Why Let's Encrypt's short certificate lifetimes are a great thing
I recently had a conversation on Twitter about what we care about in TLS certificate sources, and it got me to realize something. I've written before about how our attraction to Let's Encrypt has become all about the great automation, but what I hadn't really thought about back then was how important the short certificate lifetimes are. What got me to really thinking about it was a hypothetical; suppose we could get completely automatically issued and renewed free certificates but they had the typical one or more year lifetime of most TLS certificates to date. Would we be interested? I realized that we would not be, and that we would probably consider the long certificate lifetime to be a drawback, not a feature.
There is a general saying in modern programming to the effect that if you haven't tested it, it doesn't work. In system administration, we tend towards a modified version of that saying; if you haven't tested it recently, it doesn't work. Given our generally changing system environments, the recently is an important qualification; it's too easy for things to get broken by changes around them, so the longer it's been since you tried something, the less confidence you can have in it. The corollary for infrequent certificate renewal is obvious, because even in automated systems things can happen.
With Let's Encrypt, we don't just have automation; the short certificate lifetime insures that we exercise it frequently. Our client of choice (acmetool) renews certificates when they're 30 days from expiring, so although the official Let's Encrypt lifetime is 90 days, we roll over certificates every sixty days. Having a rollover happen once every two months is great for building and maintaining our confidence in the automation, in a way that wouldn't happen if it was once every six months, once a year, or even less often. If it was that infrequent, we'd probably end up paying attention during certificate rollovers even if we let automation do all of the actual work. With the frequent rollover due to Let's Encrypt's short certificate lifetimes, they've become things we trust enough to ignore.

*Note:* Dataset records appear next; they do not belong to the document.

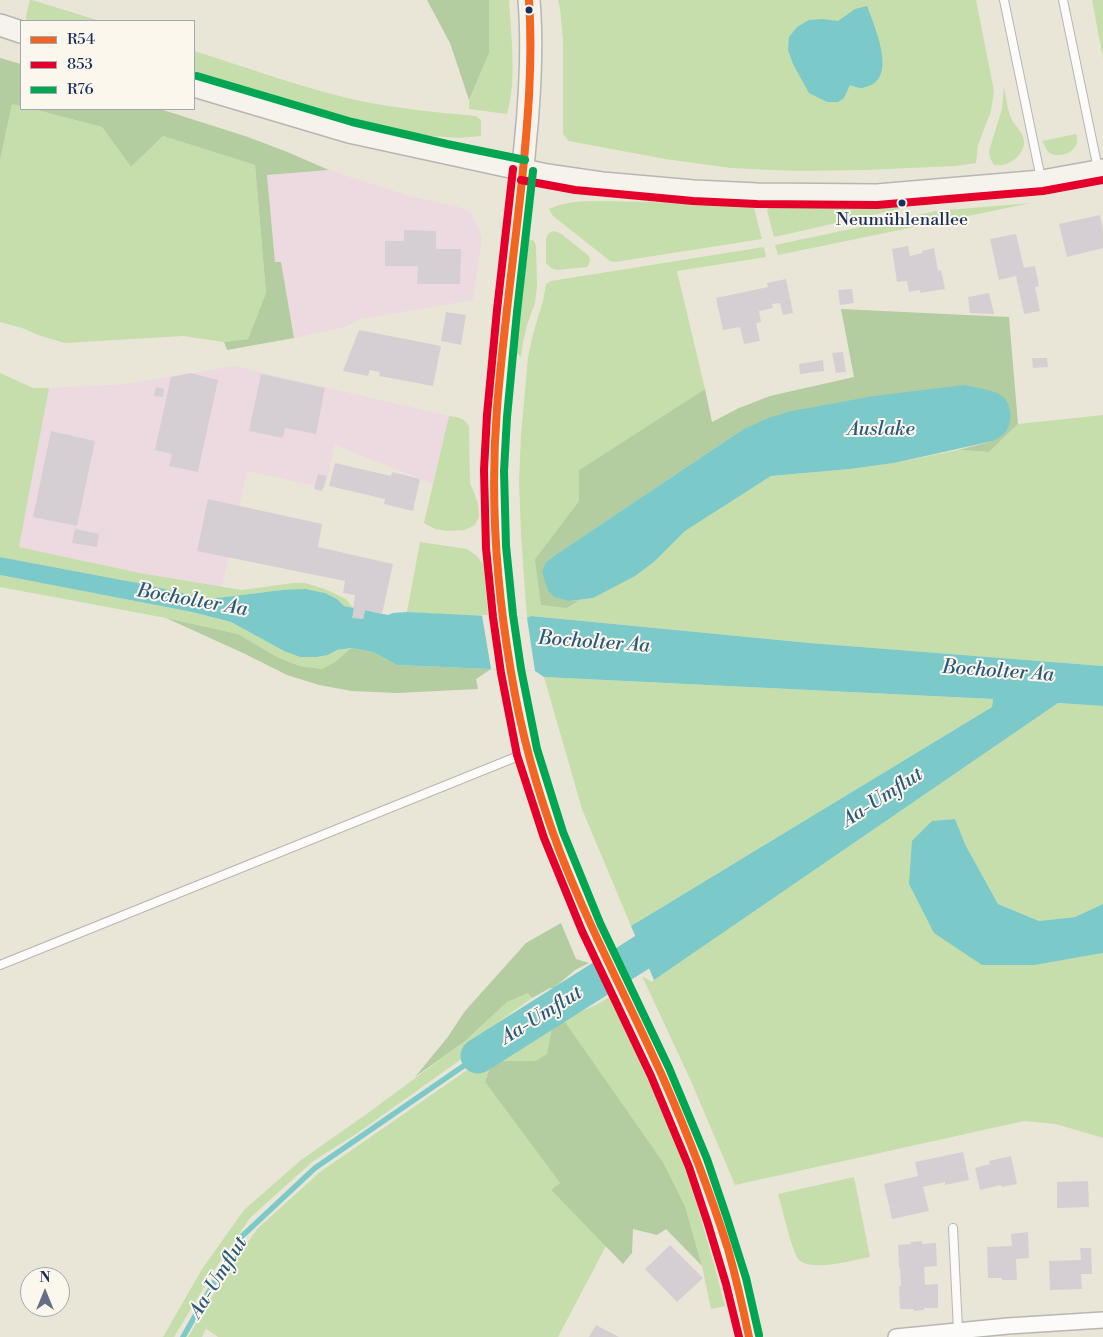 <!DOCTYPE html>
<meta charset="utf-8">
<style>
body{margin:0}
#map{position:relative;width:1103px;height:1337px;overflow:hidden;background:#e9e6d8;font-family:"Libre Bodoni",serif}
canvas{display:block}
.legend{position:absolute;left:20px;top:20px;width:175px;height:90px;box-sizing:border-box;background:#fbf7ec;border:1px solid #a1a7b3;margin:0;padding:6px 9px;list-style:none;font-size:15px;color:#1b2f5e}
.legend li{display:flex;align-items:center;gap:10px;height:25px}
.legend b{width:25px;border:1px solid #a1a7b3}
.north{position:absolute;left:20px;top:1267px;width:50px;height:50px;box-sizing:border-box;background:#fbf7ec;border:1px solid #a1a7b3;border-radius:50%;rotate:0deg;font-size:14px;font-weight:700;line-height:20px;text-align:center;color:#1b2f5e}
.north::after{content:'';display:block;margin:auto;width:18px;height:22px;background:#636f89;clip-path:polygon(50% 0,100% 100%,50% 72%,0 100%)}
</style>
<div id="map">
<canvas width="1103" height="1337"></canvas>
<ul class="legend">
<li><b style="height:6px;background:#f26522"></b>R54</li>
<li><b style="height:6px;background:#e4002b"></b>853</li>
<li><b style="height:6px;background:#00a651"></b>R76</li>
</ul>
<div class="north">N</div>
</div>
<script>
const c = document.querySelector('canvas').getContext('2d');
c.lineJoin = 'round';
function fillPath(path, color) { c.fillStyle = color; c.fill(path, 'evenodd'); }
function stroke(path, color, width, dash) { c.strokeStyle = color; c.lineWidth = width; c.lineCap = dash ? 'butt' : 'round'; c.setLineDash(dash || []); c.stroke(path); }
function label(font, color, halo, rows, align = 'center') {
  c.font = font + ' "Libre Bodoni",serif'; c.lineWidth = 4; c.setLineDash([]); c.textBaseline = 'middle'; c.strokeStyle = halo; c.fillStyle = color; for (const [text, x, y, turn = 0] of rows) {
    c.save(); c.translate(x, y); c.rotate((+turn || 0) * Math.PI / 180); c.textAlign = isNaN(turn) ? turn : align; if (halo) c.strokeText(text, 0, 0); c.fillText(text, 0, 0); c.restore();
  }
}
fillPath(new Path2D(`
 M329 170 409 196 458 207 470 212 476 223 482 237 473 300 360 319 345 327 294 338 281 262H275L267 175Z
 M234 366 449 416 433 484 335 445 325 488 247 471 222 587 140 573 19 547 49 388 127 384Z`), '#ecdae0');
fillPath(new Path2D(`
 M30 0H32L100 21H26V16Z
 M489 0H509C511 35 517 81 507 114L469 109V100L489 53Z
 M558 0H976L994 91 991 111 978 145 976 163 955 166 864 170 797 171 731 168 665 159 569 141 563 134V41L560 8Z
 M1092 0H1103V58Z
 M194 51C245 67 295 85 347 98 390 108 433 112 476 116L481 120V136L459 138 432 136 397 130 334 118 194 76Z
 M1004 87C1006 96 1007 108 1011 118 1014 125 1021 130 1023 137 1028 150 1014 163 1002 165 1001 166 995 165 994 165L990 158 989 151 1002 109Z
 M12 103 21 106V109H33L102 127 131 167 163 136 255 165 266 293 248 339 224 342 183 336 65 343 41 336 22 328 0 322V160Z
 M1076 134C1083 152 1058 160 1048 152 1046 149 1044 144 1042 141Z
 M602 201 748 204 754 208 762 239 615 262 610 261 553 216 549 209C566 201 584 201 602 201Z
 M898 202 900 209 774 237 767 210 772 204Z
 M1031 203 778 255 775 245 936 211Z
 M553 231 560 233 589 256 590 262 587 267 557 270 551 268 546 263V239L548 234Z
 M529 239 534 241 536 246 537 286 535 303 528 322 523 342 521 357 516 352Z
 M764 247 766 257 677 271 705 389 579 470V501L535 559 567 608 580 600 593 598 655 561 685 531 771 476 850 469 894 463 958 450 989 452 1018 424 1103 415V666L810 643 531 616 527 618 521 535 519 480 521 435 528 357 533 334 543 301 546 284 551 281Z
 M0 373 33 388H49L19 547 140 573 242 590 293 583H305L325 589 346 599 353 608 344 606 337 599 282 590 209 599 138 583 0 557Z
 M449 416C458 417 464 418 469 426L470 483 478 503 479 517 475 525 465 530 447 531 435 529 424 523Z
 M420 542 467 549 477 556 484 566 488 615 471 616 407 612Z
 M0 575 192 612 231 622 284 651 300 657H317L328 655 337 650 351 648 335 662 322 669 300 666 279 658 238 634 166 618 0 587Z
 M544 677 993 699 992 707 631 926 582 809Z
 M1058 703 1103 706V904L1075 917 1039 921 998 904 966 846 955 819 932 821 1035 965 1103 953V1138L1056 1124 1024 1121 735 1185 691 1081 642 976 652 982 654 980Z
 M528 992 532 998 489 1029 474 1050 359 1132 312 1162 250 1218 215 1269 174 1337H163L202 1269 244 1210 301 1160 368 1113 464 1042 507 1002Z
 M611 996 680 1153 698 1208 715 1268 725 1306 711 1309 702 1266 685 1206 663 1162 563 1019 596 1005Z
 M552 1027 547 1054 535 1061H492L485 1082 560 1183 551 1190 606 1246 558 1337H218L206 1329 202 1337H188L229 1268 258 1228 320 1172 483 1059 508 1053H512Z
 M854 1177 870 1257C854 1260 811 1272 799 1260 792 1252 782 1207 778 1194Z`), '#c5deab');
fillPath(new Path2D(`
 M427 0H489V53L469 100 450 43Z
 M0 58 21 64V106L12 104 0 160Z
 M33 109H160L245 136 285 151 329 170 267 175 275 262H281L294 338 227 350 224 342 248 339 266 293 255 165 163 136 131 167 102 127Z
 M841 309 1009 317 1018 424 989 452 958 450 993 441 742 430 558 553 546 562 570 601 580 600 567 608 541 605 535 559 579 501V470L705 389 712 422 739 408 770 396 854 377Z
 M166 618 238 634 279 658 300 666 322 669 335 662 351 648 373 652 397 665 491 669 476 679 478 689 397 693 352 691 319 685 287 675 243 653Z
 M561 923 576 959 589 963 575 970 554 988H550L532 998 528 993 507 1002 464 1042 415 1077 447 1038 465 1011 526 943Z
 M563 1019 663 1162 685 1206 702 1266 666 1229 657 1235 633 1229 632 1253 623 1264 551 1190 560 1183 485 1082 492 1061H535L547 1054 552 1027Z`), '#b3cda0');
fillPath(new Path2D(`
 M867 6C874 25 897 76 869 86 868 86 863 88 862 88 858 88 854 86 850 85L844 98 838 102H827L809 93 793 64 788 50 789 37 797 27 809 20 822 19 838 21 855 9Z
 M964 385C973 387 992 390 999 394 1013 401 1014 425 1003 435 1000 437 996 439 993 441L894 463 850 469 771 476 685 531 655 561 635 576 593 598 570 601 554 597 548 590 542 572 546 562 558 553 742 430 768 418 792 411 874 396Z
 M0 557 138 583 209 599 282 590 305 589 325 593 337 599 344 606 354 608 353 617 363 619 365 610 388 615 393 613 407 612 527 618 531 616 810 643 1103 666V706L1058 703 654 980 631 926 992 707 993 699 544 677 535 671 397 665 373 652 351 648 337 650 328 655 317 657H300L284 651 231 622 192 612 0 575Z
 M955 819 966 846 998 904 1039 921 1075 917 1103 904V953L1035 965H982L934 933 909 884 912 841 932 821Z`), '#7cc9c9');
fillPath(new Path2D(`
 M482 615 527 618 535 671 491 669Z`), '#e9e6d8');
stroke(new Path2D(`
 M183 1337 239 1239 315 1168 478 1056`), '#7cc9c9', 5.5);
stroke(new Path2D(`
 M478 1056 682 927`), '#7cc9c9', 35);
fillPath(new Path2D(`
 M1100 215 1103 231V248L1067 257 1059 224Z
 M404 230 436 231V249H461L460 284H417L418 266H385V241H404Z
 M1016 234 1024 268 1035 266 1039 286 1035 287 1040 311 1024 314 1016 276 999 280 990 239Z
 M908 246 910 256 922 253V251L934 248 938 271 941 270 945 289 920 293V290L909 292 907 281 897 282 892 249Z
 M786 279 793 313 783 315 780 303 772 304 773 308 759 311 761 322 756 323 760 341 744 344 740 327 723 330 716 298 768 287 767 283Z
 M852 289 854 303 840 305 838 290Z
 M989 293 994 314 970 313 968 297Z
 M446 312 466 315 461 345 441 341Z
 M359 330 441 346 433 386 379 376 380 372 370 370 368 376 343 371Z
 M843 352 846 372 836 373 832 353Z
 M1032 358H1047L1048 367 1033 368Z
 M823 360 824 371 800 374 799 364Z
 M190 373 218 380 198 472 169 466 172 454 155 450 171 377Z
 M261 374 325 388 316 434 285 428 283 438 249 431Z
 M156 387 164 389 163 397 154 396Z
 M51 431 95 441 77 526 33 517Z
 M335 463 391 476 392 472 420 479 413 511 384 504 385 499 329 486Z
 M318 474 327 476 322 491 314 489Z
 M208 499 322 524 318 547 393 564 382 614 365 610 363 619 352 618 354 608H353L355 595 343 593 345 581 197 551Z
 M75 529 99 534 97 547 72 543Z
 M963 1152 969 1180 945 1185V1182L923 1187 929 1211 892 1219 884 1184 918 1176 915 1162Z
 M1011 1156 1017 1184 1002 1187 1001 1185 980 1190 975 1168 990 1164 989 1161Z
 M1088 1181 1089 1207 1057 1208V1182Z
 M1028 1232 1029 1258 1016 1259 1017 1280H1002V1278H988L987 1247 1012 1246 1011 1234Z
 M922 1241V1244L936 1243 937 1266 924 1267 925 1285 938 1284V1308H924V1310L914 1311V1309H900L899 1286H901L900 1268H899L898 1245 911 1244V1242Z
 M670 1245 703 1278 677 1302 645 1269Z
 M1080 1248H1091L1092 1274H1081L1082 1289 1050 1290 1049 1261 1081 1260Z
 M596 1325 619 1337H589Z`), '#d5cfd3');
const lane = new Path2D(`
 M1004 0 1041 179
 M1063 0 1098 169
 M0 965 526 753
 M953 1228 958 1330`);
const street = new Path2D(`
 M896 1337 1008 1326 1103 1320`);
const secondary = new Path2D(`
 M529 0C533 49 530 97 525 146 520 201 513 256 507 312 501 364 495 418 494 471 493 538 500 606 511 672 516 699 521 727 528 753 535 780 544 807 553 833 573 890 601 944 626 998 677 1107 727 1219 749 1337
 M0 25 21 32
 M194 86 349 132 547 175 602 183 694 191 757 194 877 195 1042 181 1103 170`);
stroke(lane, '#b6b6b2', 10);
stroke(street, '#b6b6b2', 18);
stroke(secondary, '#b6b6b2', 24);
stroke(lane, '#fcfbf9', 8);
stroke(street, '#fcfbf9', 15);
stroke(secondary, '#f6f2ec', 21);
stroke(new Path2D(`
 M529 0C533 60 528 120 522 180 514 256 503 332 497 408 490 496 496 585 511 672 521 733 538 794 560 852 590 930 630 1004 664 1080 688 1135 710 1192 728 1249 736 1278 743 1308 749 1337`), '#f26522', 8);
stroke(new Path2D(`
 M513 169 497 310 487 415 484 470 486 548 493 617 501 673 517 755 544 838 582 931 651 1076 689 1167 708 1224 726 1284 739 1337
 M521 180 575 190 693 201 757 204 877 205 1043 191 1103 180`), '#e4002b', 8);
stroke(new Path2D(`
 M197 76 352 122 447 144 525 160
 M533 171 517 312 507 417 504 471 506 546 513 615 521 669 537 749 563 832 600 923 669 1068 707 1159 727 1218 746 1278 759 1335`), '#00a651', 8);
for (const [x, y, r, color] of [
 [529,10,4.5,"#1b2f5e"],
 [902,203,4.5,"#1b2f5e"]
]) { const dot = new Path2D(); dot.arc(x, y, r, 0, 2 * Math.PI); c.fillStyle = color; c.fill(dot); stroke(dot, '#fbf7ec', 2); }
label('18px', '#1b2f5e', '#fbf7ec', [
 ["Neumühlenallee",902,221]
]);
label('italic 20px', '#2a597c', '#fbf7ec', [
 ["Auslake",881,430],
 ["Bocholter Aa",192,601,10],
 ["Bocholter Aa",594,643,4],
 ["Bocholter Aa",998,672,4],
 ["Aa-Umflut",883,798,-33],
 ["Aa-Umflut",542,1016,-32],
 ["Aa-Umflut",219,1278,-58]
]);
</script> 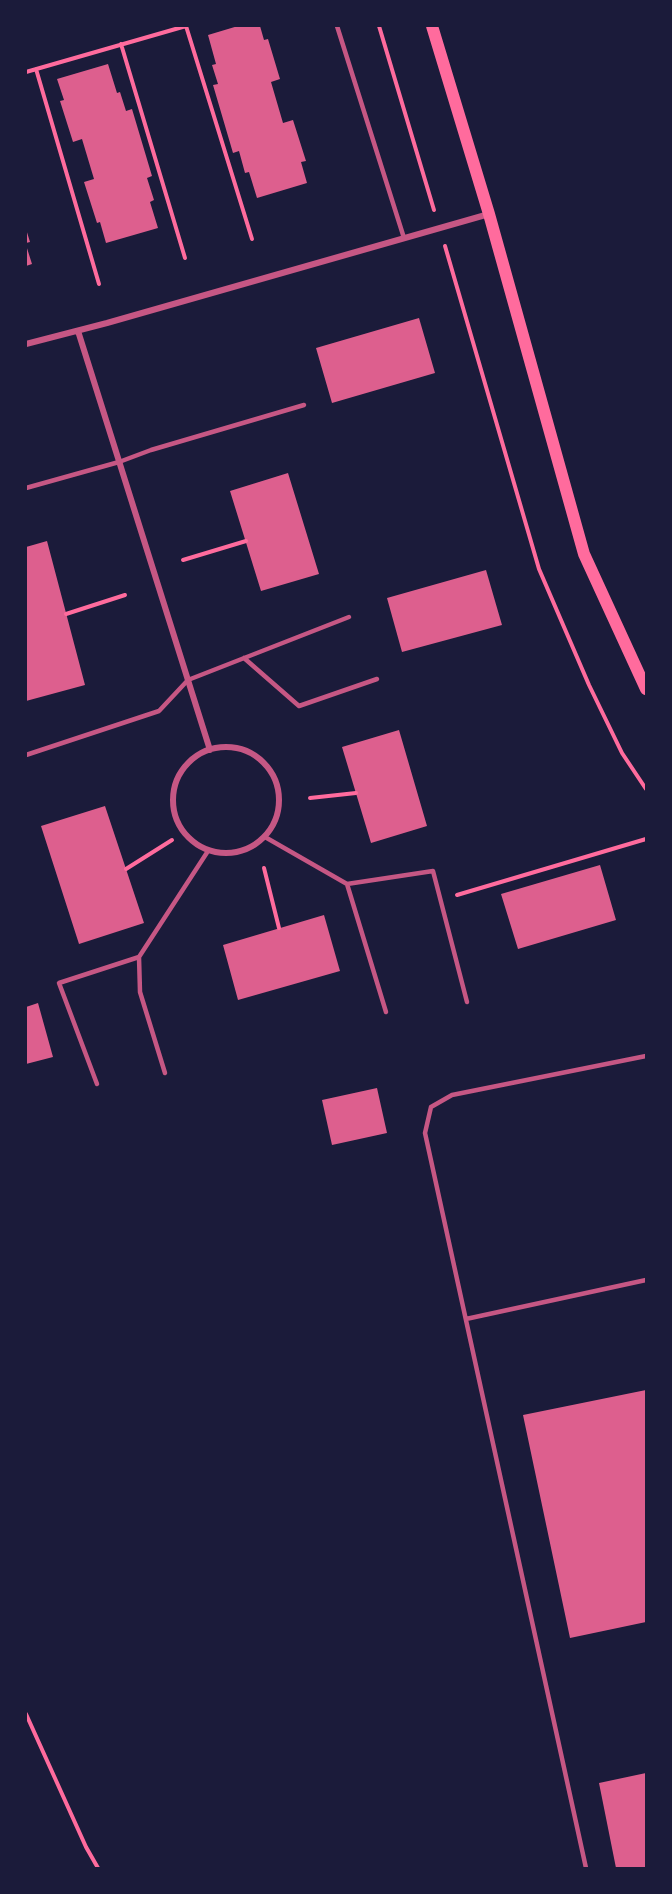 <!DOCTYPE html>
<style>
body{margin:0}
#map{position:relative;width:672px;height:1894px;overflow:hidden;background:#1b1b3a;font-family:Signika,sans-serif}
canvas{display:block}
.frame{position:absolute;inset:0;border:27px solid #1b1b3a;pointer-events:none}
</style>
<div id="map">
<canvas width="672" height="1894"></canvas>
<div class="frame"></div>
</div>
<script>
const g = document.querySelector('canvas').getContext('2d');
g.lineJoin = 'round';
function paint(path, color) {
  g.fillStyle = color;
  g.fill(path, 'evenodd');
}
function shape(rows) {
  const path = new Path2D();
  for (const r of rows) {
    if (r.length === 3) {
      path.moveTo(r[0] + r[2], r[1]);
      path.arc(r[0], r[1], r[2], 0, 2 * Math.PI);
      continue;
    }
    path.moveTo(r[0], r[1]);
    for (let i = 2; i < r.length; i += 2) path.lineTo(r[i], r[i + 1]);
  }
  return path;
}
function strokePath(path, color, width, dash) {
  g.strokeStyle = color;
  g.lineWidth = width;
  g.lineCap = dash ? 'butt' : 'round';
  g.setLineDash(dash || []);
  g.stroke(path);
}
paint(shape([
 [238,26,260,26,264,40,268,39,280,79,271,82,283,123,293,120,306,161,301,162,307,183,257,198,249,172,245,173,239,151,233,153,213,85,218,84,212,65,216,64,208,35],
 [108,64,117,93,120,92,126,111,132,109,152,176,147,178,154,200,150,202,158,228,106,243,100,222,97,223,84,182,94,179,82,139,73,142,60,101,64,100,57,79],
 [26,229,30,242,26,243],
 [26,245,32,264,26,266],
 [419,318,435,373,332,403,316,348],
 [288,473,319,574,261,591,230,491],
 [47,541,85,685,26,701,26,547],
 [486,570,502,625,402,652,387,598],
 [399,730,427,826,371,843,342,747],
 [105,806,144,923,79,944,41,826],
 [600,865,616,920,518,949,501,894],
 [324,915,340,971,238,1000,223,945],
 [38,1003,53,1057,26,1064,26,1007],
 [377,1088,387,1133,332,1145,322,1100],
 [646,1390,646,1622,570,1638,523,1415],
 [646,1773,646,1868,616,1868,599,1783]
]), '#dd5f8e');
strokePath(shape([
 [186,26,252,239],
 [379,26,434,210],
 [121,44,185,258],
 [36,69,99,284],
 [26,72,186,26],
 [445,246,539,569,589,685,622,753,646,789],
 [183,560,246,541],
 [66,614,125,595],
 [310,798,356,793],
 [264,868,279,928],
 [126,869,172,840],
 [457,895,646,839],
 [26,1714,86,1847,98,1868]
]), '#ff6b9d', 4);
strokePath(shape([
 [337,26,404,238],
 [26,488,119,462,151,450,304,405],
 [244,658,299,706,377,679],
 [26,755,159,711,188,680,349,617],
 [265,837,347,884,386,1012],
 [347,884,433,871,467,1002],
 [139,957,140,992,165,1073],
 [97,1084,59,983,139,957,208,851],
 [466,1319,646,1280],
 [586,1868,425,1133,431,1107,452,1095,646,1056]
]), '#c65784', 4.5);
strokePath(shape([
 [78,331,210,750],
 [26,344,107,323,489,214],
 [226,800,53]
]), '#c65784', 6);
strokePath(shape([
 [432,26,489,214,584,554,646,689]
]), '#ff6b9d', 12);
</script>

(Automatic certificate renewal for long duration certificates is not completely impossible here, because the university central IT has already arranged for free certificates for the university. Right now they're managed through a website and our university-wide authentication system, but in theory there could be automation for at least renewals. Our one remaining non Let's Encrypt certificate was issued through this service as a two year certificate.)